* **WORK TASK**:
Go to the line below containing "content:''; display:block; margin:auto;" and print exactly from there through the line containing "context.lineJoin = 'round';", both included. Print nothing else.

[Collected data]
++++

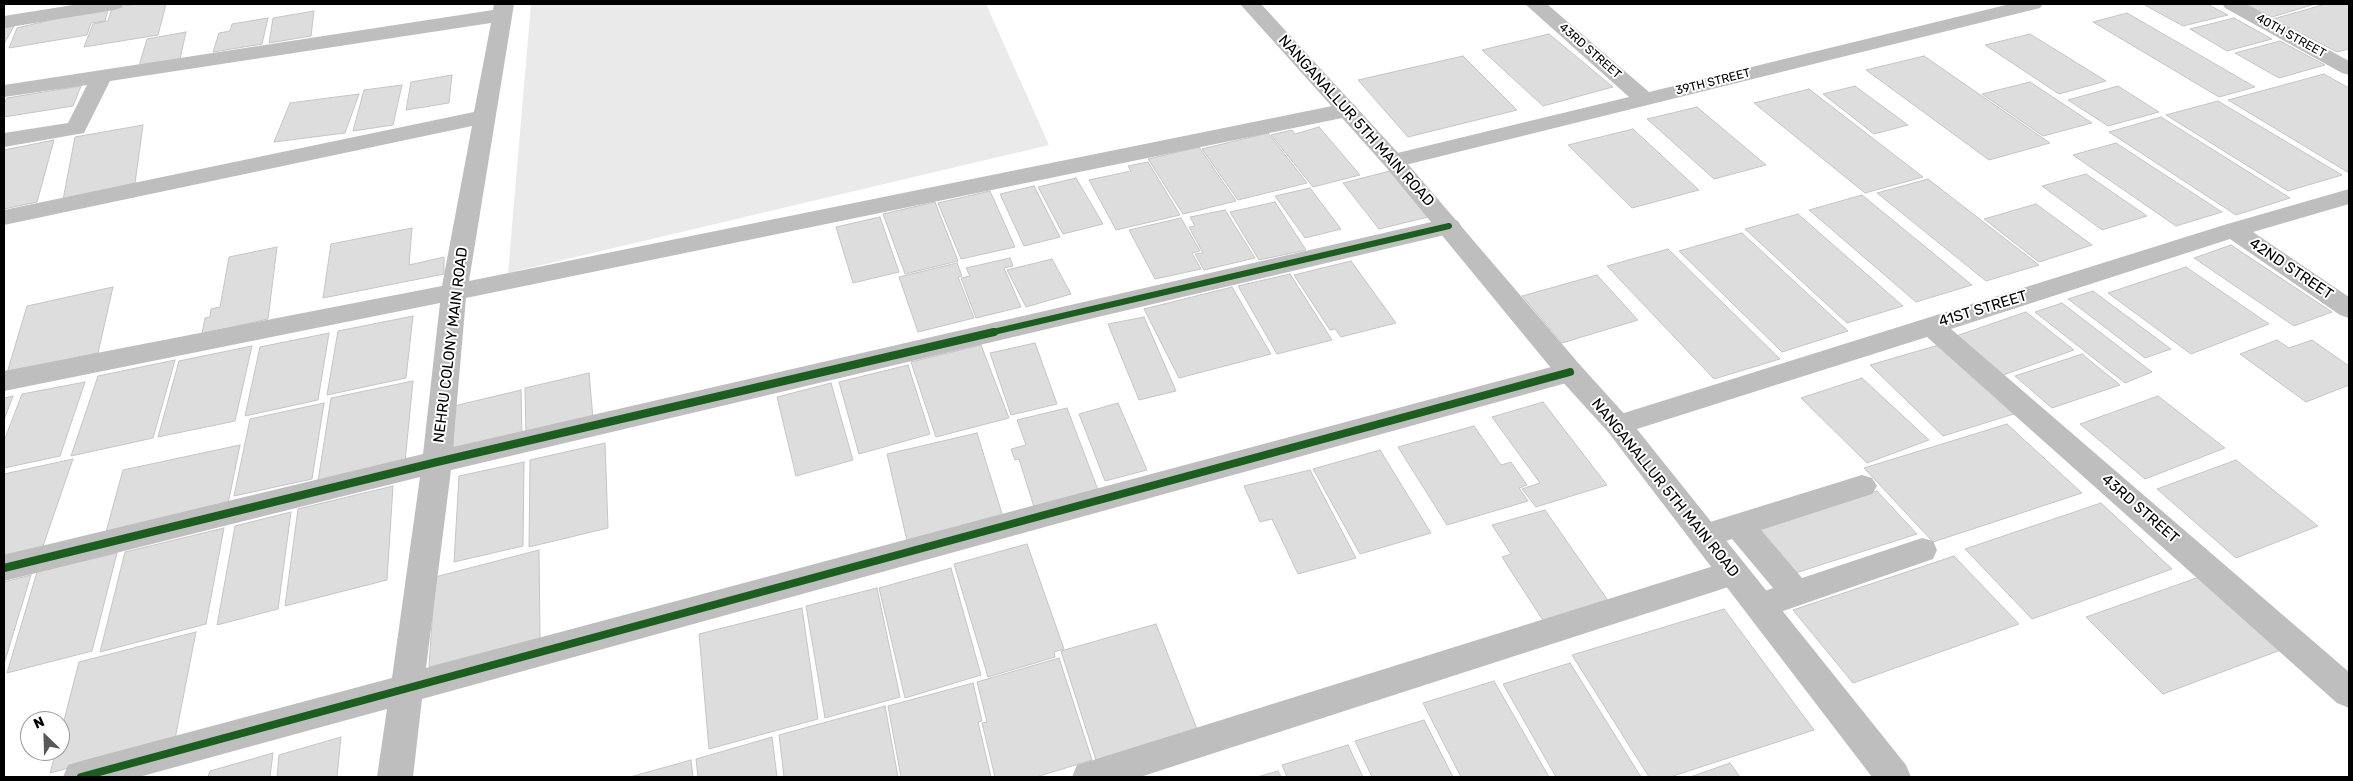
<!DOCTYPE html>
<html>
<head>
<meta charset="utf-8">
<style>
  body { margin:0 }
  #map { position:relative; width:2353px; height:781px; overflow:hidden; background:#fff; font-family:Rubik,sans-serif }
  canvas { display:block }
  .frame { position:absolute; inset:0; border:5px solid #000; pointer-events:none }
  .north { position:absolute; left:20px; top:711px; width:50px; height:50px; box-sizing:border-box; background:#fff; border:1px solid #999; border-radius:50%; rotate:336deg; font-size:14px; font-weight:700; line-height:20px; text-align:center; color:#000 }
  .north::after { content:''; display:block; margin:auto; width:18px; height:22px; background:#595959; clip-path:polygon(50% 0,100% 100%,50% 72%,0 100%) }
</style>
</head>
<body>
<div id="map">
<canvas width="2353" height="781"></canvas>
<div class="frame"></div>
<div class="north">N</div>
</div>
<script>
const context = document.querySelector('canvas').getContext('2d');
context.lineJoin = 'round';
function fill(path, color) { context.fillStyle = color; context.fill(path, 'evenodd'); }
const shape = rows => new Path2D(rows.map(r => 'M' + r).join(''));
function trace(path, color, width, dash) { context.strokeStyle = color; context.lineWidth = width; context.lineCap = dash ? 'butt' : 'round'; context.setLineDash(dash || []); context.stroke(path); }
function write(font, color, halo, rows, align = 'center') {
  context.font = font + ' Rubik,sans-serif'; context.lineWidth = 4; context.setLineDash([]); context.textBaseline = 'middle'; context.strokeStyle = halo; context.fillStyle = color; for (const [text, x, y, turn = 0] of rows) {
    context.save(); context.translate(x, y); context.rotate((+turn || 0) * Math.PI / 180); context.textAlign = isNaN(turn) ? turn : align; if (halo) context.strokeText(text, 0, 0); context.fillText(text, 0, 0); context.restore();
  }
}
fill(shape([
  [531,4,986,4,1049,145,508,273]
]), '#eaeaea');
const building = shape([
  [136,4,166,4,158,35,84,47,93,24,108,21,112,8,136,4],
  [2143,4,2207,4,2228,15,2183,26,2143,4],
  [2245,4,2315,4,2272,17,2245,4],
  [2326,4,2349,4,2349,49,2337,52,2273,19,2326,4],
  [109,6,105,21,91,23,87,35,9,48,17,28,109,6],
  [314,11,311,36,269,43,273,18,314,11],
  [2127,13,2255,87,2219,97,2093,22,2127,13],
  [268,18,262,44,213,52,219,33,230,31,232,24,268,18],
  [2234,18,2272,39,2227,51,2190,29,2234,18],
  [14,26,4,44,4,28,14,26],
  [186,32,180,59,139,66,147,39,186,32],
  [1549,34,1613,87,1543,106,1482,50,1549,34],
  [2030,34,2106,81,2059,94,1985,45,2030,34],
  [2280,41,2325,65,2279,78,2235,53,2280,41],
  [1463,56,1517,110,1408,137,1358,80,1463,56],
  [1924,56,2050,143,1989,160,1866,70,1924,56],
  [2324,74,2349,88,2349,173,2228,100,2324,74],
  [452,75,449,103,406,110,411,82,452,75],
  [2030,82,2092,123,2043,136,1982,94,2030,82],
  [402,85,393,125,353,131,364,90,402,85],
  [81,86,73,106,4,117,4,104,7,98,81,86],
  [1855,86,1908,125,1874,134,1823,94,1855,86],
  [2118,86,2159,112,2108,126,2068,100,2118,86],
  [1809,89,1923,177,1865,193,1754,103,1809,89],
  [359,94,345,133,274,142,290,103,359,94],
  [2218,101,2342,175,2288,191,2166,115,2218,101],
  [1697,107,1766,165,1714,179,1647,119,1697,107],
  [2161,117,2290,198,2236,215,2109,132,2161,117],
  [143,125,135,183,63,200,75,137,143,125],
  [1319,127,1360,175,1313,187,1271,135,1292,130,1295,134,1319,127],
  [1633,129,1699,190,1632,208,1568,145,1633,129],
  [1268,133,1307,183,1238,200,1202,149,1268,133],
  [54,140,37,202,4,209,4,150,54,140],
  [2116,143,2222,212,2176,226,2073,155,2116,143],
  [1199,147,1236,201,1183,214,1148,159,1199,147],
  [1148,162,1180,215,1116,230,1089,180,1131,171,1128,166,1148,162],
  [1394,170,1432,216,1379,229,1343,183,1394,170],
  [2086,174,2147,216,2102,230,2042,186,2086,174],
  [1076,178,1103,224,1063,234,1038,187,1076,178],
  [1928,179,2039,265,1986,281,1877,193,1928,179],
  [1034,186,1060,237,1024,246,1000,194,1034,186],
  [1310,188,1341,229,1305,238,1275,196,1310,188],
  [990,191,1015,247,961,259,938,203,990,191],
  [1862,195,1972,285,1916,302,1809,210,1862,195],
  [935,202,958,261,905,274,883,214,935,202],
  [1275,202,1306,250,1259,260,1230,212,1275,202],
  [2036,204,2092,245,2039,262,1984,219,2036,204],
  [1225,210,1255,258,1204,270,1195,254,1203,253,1189,227,1195,226,1190,217,1225,210],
  [1798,214,1903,306,1847,323,1745,229,1798,214],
  [880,217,899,272,853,283,836,227,880,217],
  [1181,218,1200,251,1192,253,1201,269,1155,279,1129,230,1181,218],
  [412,228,409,265,444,257,444,274,323,298,331,244,412,228],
  [1742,233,1848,331,1782,352,1679,251,1742,233],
  [2231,245,2332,312,2294,326,2194,258,2231,245],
  [277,247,268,319,202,334,205,318,210,317,211,309,220,307,229,257,277,247],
  [1668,249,1780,359,1714,379,1607,266,1668,249],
  [1010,258,1013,266,1004,268,1021,307,976,318,961,278,970,276,966,268,1010,258],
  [1052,259,1071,294,1026,307,1007,270,1052,259],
  [1351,261,1396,323,1341,337,1335,329,1330,330,1294,275,1351,261],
  [957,263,962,276,958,277,974,318,918,332,899,277,957,263],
  [2186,267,2269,324,2191,354,2108,293,2186,267],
  [1290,274,1332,340,1277,354,1238,286,1290,274],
  [1597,275,1638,320,1562,343,1522,296,1597,275],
  [113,287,98,353,7,373,27,306,113,287],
  [1232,287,1271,354,1179,378,1144,309,1232,287],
  [2093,291,2171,349,2145,358,2068,299,2093,291],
  [2062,303,2152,372,2125,383,2035,312,2062,303],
  [2026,312,2074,350,2003,375,1956,336,2026,312],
  [413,316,406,378,327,395,338,331,413,316],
  [1144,317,1176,391,1139,400,1108,324,1144,317],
  [329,333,318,400,245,416,260,347,329,333],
  [2277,340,2289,348,2312,340,2349,366,2349,385,2306,402,2240,354,2277,340],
  [1035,343,1057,404,1011,415,990,353,1035,343],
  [1942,344,2017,413,1943,436,1870,365,1942,344],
  [981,345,1009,418,936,437,911,362,981,345],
  [252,346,235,421,158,437,179,361,252,346],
  [2082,354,2120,385,2052,408,2015,376,2082,354],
  [175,360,153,438,71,456,98,376,175,360],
  [908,365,930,434,859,454,839,382,908,365],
  [589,373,593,418,526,435,525,388,589,373],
  [1862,378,1929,440,1867,463,1801,398,1862,378],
  [413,381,405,462,318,481,331,398,413,381],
  [85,382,60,456,4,468,4,441,22,394,85,382],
  [831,383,853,460,796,476,777,397,831,383],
  [521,390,522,436,453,453,454,406,521,390],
  [13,396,4,420,4,398,13,396],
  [2158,396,2225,448,2145,479,2080,424,2158,396],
  [1543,402,1607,485,1536,507,1522,489,1540,483,1492,417,1543,402],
  [324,403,312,479,234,496,250,419,324,403],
  [1118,403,1147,470,1105,481,1079,414,1118,403],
  [1067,408,1098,490,1034,507,1019,459,1015,460,1011,449,1026,445,1017,420,1067,408],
  [2007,424,2082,493,1933,542,1864,468,2007,424],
  [1474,426,1501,465,1511,462,1527,485,1519,488,1528,501,1447,525,1398,447,1474,426],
  [977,433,1004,520,908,545,887,454,977,433],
  [605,443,608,528,529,547,530,460,605,443],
  [240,445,228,504,106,532,123,470,240,445],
  [1380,450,1431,533,1360,554,1313,469,1380,450],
  [73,459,43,546,4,555,4,474,73,459],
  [2236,460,2318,526,2236,558,2157,489,2236,460],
  [524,462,523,546,454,562,459,476,524,462],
  [1310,470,1356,558,1298,574,1272,519,1260,522,1244,486,1310,470],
  [393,486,387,580,285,606,298,509,393,486],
  [1877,491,1917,534,1786,576,1745,527,1877,491],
  [2101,503,2172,569,2032,619,1965,549,2101,503],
  [1545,510,1609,602,1544,622,1502,557,1511,554,1492,525,1545,510],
  [291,512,278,609,217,625,235,526,291,512],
  [224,528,206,624,100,652,125,552,224,528],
  [1027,544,1064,649,1054,652,1055,657,988,677,954,564,1027,544],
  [539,550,540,638,429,667,435,577,539,550],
  [117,553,92,651,7,673,37,572,117,553],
  [1954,556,2019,624,1853,683,1793,610,1954,556],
  [951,568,981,675,905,698,879,588,951,568],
  [31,575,4,664,4,582,31,575],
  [2205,575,2286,648,2163,694,2086,617,2205,575],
  [877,588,900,697,825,718,806,606,877,588],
  [802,608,818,719,709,749,699,634,802,608],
  [1724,609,1814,730,1670,777,1649,777,1572,655,1724,609],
  [1156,624,1197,729,1096,760,1061,651,1156,624],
  [196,632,175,739,50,773,56,751,60,751,60,736,79,662,196,632],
  [1059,658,1092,760,1036,777,995,777,982,723,987,722,977,682,1059,658],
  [1570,663,1641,777,1556,777,1503,684,1570,663],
  [1494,681,1549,777,1461,777,1423,703,1494,681],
  [973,683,982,721,978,722,991,777,901,777,888,706,973,683],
  [885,706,898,777,784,777,779,735,885,706],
  [1424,720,1453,777,1372,777,1355,741,1424,720],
  [341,737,337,777,277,777,279,755,341,737],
  [772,737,777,777,698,777,696,759,772,737],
  [1348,745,1363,777,1287,777,1282,765,1348,745],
  [273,753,270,777,208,777,210,771,273,753],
  [691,760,693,777,630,777,691,760],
  [1730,763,1740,777,1690,777,1730,763],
  [1278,771,1281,777,1257,777,1278,771]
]);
fill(building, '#ddd');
trace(building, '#c5c5c5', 1);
fill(shape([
  [79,4,124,4,121,8,114,10,4,28,4,16,79,4],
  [494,4,514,4,469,281,1347,103,1355,105,1358,110,1355,115,1347,117,466,298,453,447,1449,218,1458,221,1461,226,1458,231,1449,234,451,470,426,668,1570,362,1580,365,1584,372,1580,379,1570,382,422,699,413,777,377,777,387,709,139,777,63,777,68,765,81,761,392,678,420,477,4,581,4,555,423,454,440,303,4,391,4,371,442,286,472,126,4,225,4,210,474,112,491,23,110,81,84,133,4,147,4,133,68,123,87,85,4,97,4,85,493,10,494,4],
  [1525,4,1547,4,1649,92,2010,4,2043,4,2040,8,1393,168,1385,166,1382,161,1385,156,1629,97,1525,4],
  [2222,4,2246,4,2349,61,2349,75,2342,73,2225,8,2222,4],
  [2349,189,2349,204,2253,232,2349,297,2349,318,2340,315,2230,239,1951,329,2349,672,2349,708,2337,703,1927,337,1618,435,1608,432,1604,425,1608,418,2224,225,2349,189],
  [1862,475,1872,478,1877,486,1872,494,1761,530,1802,578,1922,538,1933,541,1937,550,1933,559,1760,619,1749,615,1744,606,1749,597,1773,588,1732,539,1705,548,1694,545,1690,536,1694,527,1862,475],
  [1733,560,1744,564,1749,573,1744,582,1140,777,1072,777,1077,765,1090,761,1733,560]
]), '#bebebe');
fill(shape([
  [1240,4,1261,4,1401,156,1580,365,1628,418,1906,765,1911,777,1872,777,1608,432,1560,379,1385,166,1240,4]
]), '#bebebe');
trace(shape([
  [989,333,1449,226]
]), '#1b5e20', 6);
trace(shape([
  [4,568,437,462,994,332],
  [81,777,1570,372]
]), '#1b5e20', 8);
write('12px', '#000', '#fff', [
  ["40TH STREET",2291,36,29],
  ["43RD STREET",1590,51,41],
  ["39TH STREET",1713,82,-14]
]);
write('15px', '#000', '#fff', [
  ["NANGANALLUR 5TH MAIN ROAD",1356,121,48],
  ["42ND STREET",2291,269,34],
  ["41ST STREET",1983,309,-17],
  ["NEHRU COLONY MAIN ROAD",451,345,-83],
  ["NANGANALLUR 5TH MAIN ROAD",1665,488,51],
  ["43RD STREET",2140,509,41]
]);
</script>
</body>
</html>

++++

* **ANSWER SPACE**:
  .north::after { content:''; display:block; margin:auto; width:18px; height:22px; background:#595959; clip-path:polygon(50% 0,100% 100%,50% 72%,0 100%) }
</style>
</head>
<body>
<div id="map">
<canvas width="2353" height="781"></canvas>
<div class="frame"></div>
<div class="north">N</div>
</div>
<script>
const context = document.querySelector('canvas').getContext('2d');
context.lineJoin = 'round';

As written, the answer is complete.